AVAILABLE RECORDS:
·····

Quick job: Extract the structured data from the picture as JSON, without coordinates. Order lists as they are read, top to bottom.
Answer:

·····

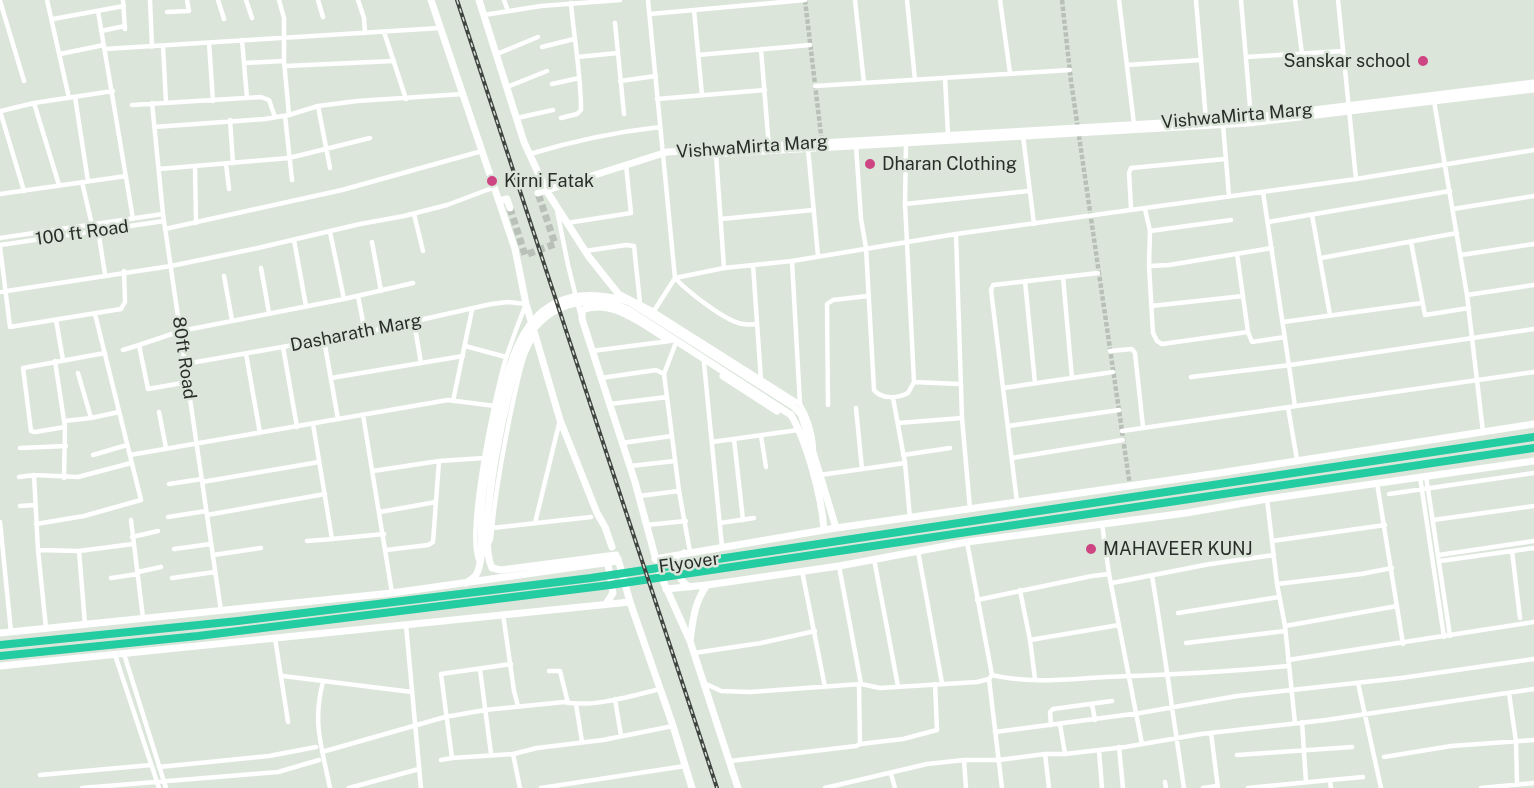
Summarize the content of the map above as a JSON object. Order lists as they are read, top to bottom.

·····

TASK DETAILS: Please filter the entries for the word "bottom" and copy the lines that have it.

RESULT OF THE TASK:
Quick job: Extract the structured data from the picture as JSON, without coordinates. Order lists as they are read, top to bottom.
Summarize the content of the map above as a JSON object. Order lists as they are read, top to bottom.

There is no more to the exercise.